Work request:
Filter these entries down to lines holding "followed".

Excerpts from a dataset:
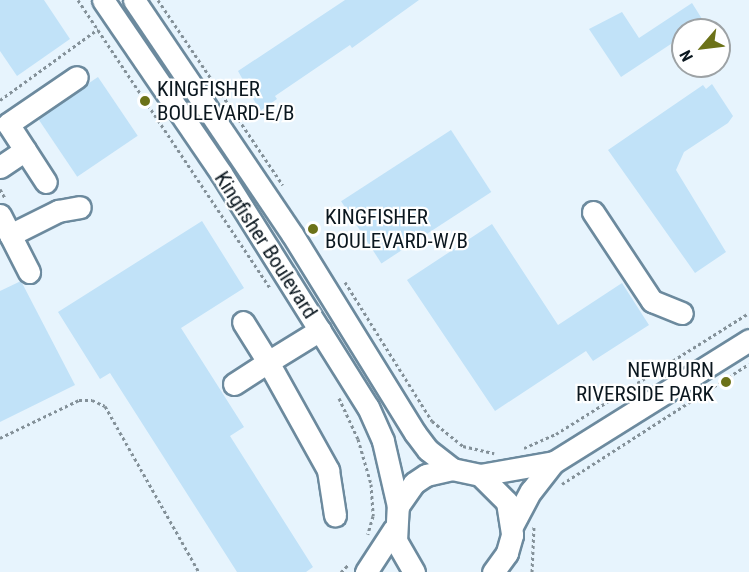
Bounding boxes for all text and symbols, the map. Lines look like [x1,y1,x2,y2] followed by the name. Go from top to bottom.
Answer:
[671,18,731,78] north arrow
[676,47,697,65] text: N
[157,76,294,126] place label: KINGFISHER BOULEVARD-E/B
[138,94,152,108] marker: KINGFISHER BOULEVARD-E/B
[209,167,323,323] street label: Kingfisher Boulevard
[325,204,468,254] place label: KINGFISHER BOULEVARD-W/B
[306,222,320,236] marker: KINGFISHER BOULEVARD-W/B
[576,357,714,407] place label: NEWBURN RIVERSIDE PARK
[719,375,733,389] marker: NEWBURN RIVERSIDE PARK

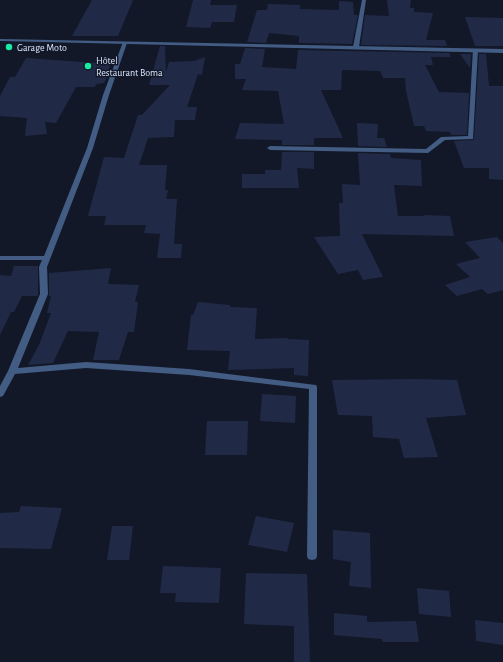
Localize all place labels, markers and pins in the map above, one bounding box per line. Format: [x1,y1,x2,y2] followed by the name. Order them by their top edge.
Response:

Response below:
Bounding boxes for all text and symbols, the map. Lines look like [x1,y1,x2,y2] followed by the name. Go from top to bottom.
Localize all place labels, markers and pins in the map above, one bounding box per line. Format: [x1,y1,x2,y2] followed by the name. Order them by their top edge.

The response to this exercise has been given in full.